Resetting to next iteration as i am currently working on sites co-occurrence data infernyx rules and analytics. If there's a pressing business need to get this data soon, I would like to look at it next iteration
site_stats_daily need to be rebuilt in order to run classification currently there only 20 sites in this table: psql (9.3.1, server 8.0.2) Type "help" for help. tiles=> select count(distinct(url)) from site_stats_daily where url != ''; count ------- 20 (1 row)
Only 6% of all the tile urls were classified by UP classification we use in ID. The list of categorized sites here: https://people.mozilla.org/~mzhilyaev/tiles/en-US.US.sites_categorized Statistics per UP category is here: https://people.mozilla.org/~mzhilyaev/tiles/en-US.US.cats_stats UP classifier will perform poorly on just domains or hosts. Also note that site impressions can not be simply added to get impression count for a category: same sports sites may occur on the same new-tab page. We need better strategy for audience sizing and do to so we need to understand audience segmentation. I am closing this bug as it's formally fixed, but we MUST talk about how we segment and size the audience. This deserves a separate story bug in my opinion
What's the coverage weighted by impression? E.g., espn.go.com has 30789 impressions and was categorized but some.random.site.com with 1 impression wasn't categorized.

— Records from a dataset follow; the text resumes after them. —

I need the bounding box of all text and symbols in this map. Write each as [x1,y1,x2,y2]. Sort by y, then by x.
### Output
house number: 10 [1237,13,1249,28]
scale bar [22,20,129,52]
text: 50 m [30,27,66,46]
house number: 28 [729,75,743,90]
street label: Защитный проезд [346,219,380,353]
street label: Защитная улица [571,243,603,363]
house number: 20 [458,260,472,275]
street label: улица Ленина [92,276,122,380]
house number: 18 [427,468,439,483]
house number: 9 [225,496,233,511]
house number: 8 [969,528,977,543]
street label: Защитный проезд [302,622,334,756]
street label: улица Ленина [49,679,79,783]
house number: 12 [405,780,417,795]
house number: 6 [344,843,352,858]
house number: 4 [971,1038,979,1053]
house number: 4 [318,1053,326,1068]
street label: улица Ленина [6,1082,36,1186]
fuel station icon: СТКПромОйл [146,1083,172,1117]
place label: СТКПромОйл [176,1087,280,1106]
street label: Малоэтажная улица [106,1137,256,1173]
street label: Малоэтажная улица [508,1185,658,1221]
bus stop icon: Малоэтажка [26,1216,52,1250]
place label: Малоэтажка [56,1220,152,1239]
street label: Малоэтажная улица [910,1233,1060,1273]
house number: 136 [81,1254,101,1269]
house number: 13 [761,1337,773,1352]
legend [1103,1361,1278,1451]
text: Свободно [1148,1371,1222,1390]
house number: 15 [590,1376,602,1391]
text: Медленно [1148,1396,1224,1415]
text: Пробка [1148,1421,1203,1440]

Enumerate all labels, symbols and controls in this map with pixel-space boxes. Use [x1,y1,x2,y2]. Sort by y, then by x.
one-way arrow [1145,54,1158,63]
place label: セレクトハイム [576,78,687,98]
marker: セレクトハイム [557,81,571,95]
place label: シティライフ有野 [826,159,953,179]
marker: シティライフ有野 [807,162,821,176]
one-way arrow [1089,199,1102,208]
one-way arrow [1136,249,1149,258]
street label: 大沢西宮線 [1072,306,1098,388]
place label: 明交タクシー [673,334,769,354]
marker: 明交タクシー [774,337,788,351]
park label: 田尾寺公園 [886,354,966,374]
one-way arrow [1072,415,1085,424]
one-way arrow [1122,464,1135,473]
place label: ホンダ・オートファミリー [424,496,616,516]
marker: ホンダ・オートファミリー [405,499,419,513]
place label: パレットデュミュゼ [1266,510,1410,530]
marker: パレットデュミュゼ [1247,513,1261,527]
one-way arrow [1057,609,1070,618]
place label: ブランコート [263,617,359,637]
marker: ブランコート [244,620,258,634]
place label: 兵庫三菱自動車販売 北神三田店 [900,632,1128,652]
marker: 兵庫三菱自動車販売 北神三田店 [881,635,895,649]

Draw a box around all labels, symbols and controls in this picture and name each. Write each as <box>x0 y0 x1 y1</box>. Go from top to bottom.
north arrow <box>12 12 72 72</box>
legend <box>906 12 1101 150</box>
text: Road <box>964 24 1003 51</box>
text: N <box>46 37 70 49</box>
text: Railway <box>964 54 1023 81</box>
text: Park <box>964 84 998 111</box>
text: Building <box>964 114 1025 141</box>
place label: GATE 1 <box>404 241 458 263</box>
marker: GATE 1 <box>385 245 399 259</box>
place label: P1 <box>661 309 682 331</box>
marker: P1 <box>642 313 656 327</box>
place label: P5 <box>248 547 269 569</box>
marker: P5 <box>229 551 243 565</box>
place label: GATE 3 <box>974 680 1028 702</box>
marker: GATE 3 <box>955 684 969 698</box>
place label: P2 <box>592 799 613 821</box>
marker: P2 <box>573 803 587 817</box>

These will be columns 3 and 5 of https://people.mozilla.org/~mzhilyaev/tiles/en-US.US.cats_stats category,sites,impressions,% of total sites,% of total impressions UNCATEGORIZED,38043,5191729,93.38,86.66 fashion,7,61,0.02,0.01 ... sports,395,111758,0.97,15.94 Number in third column is the sum of all site impressions falling into the category Number in fifth column is the % of category impressions sum over total impressions sum All uncategorized site were put into UNCATEGORIZED category, which covers 93.38% of all sites, and 86.66% of the impression sum of all site's impressions.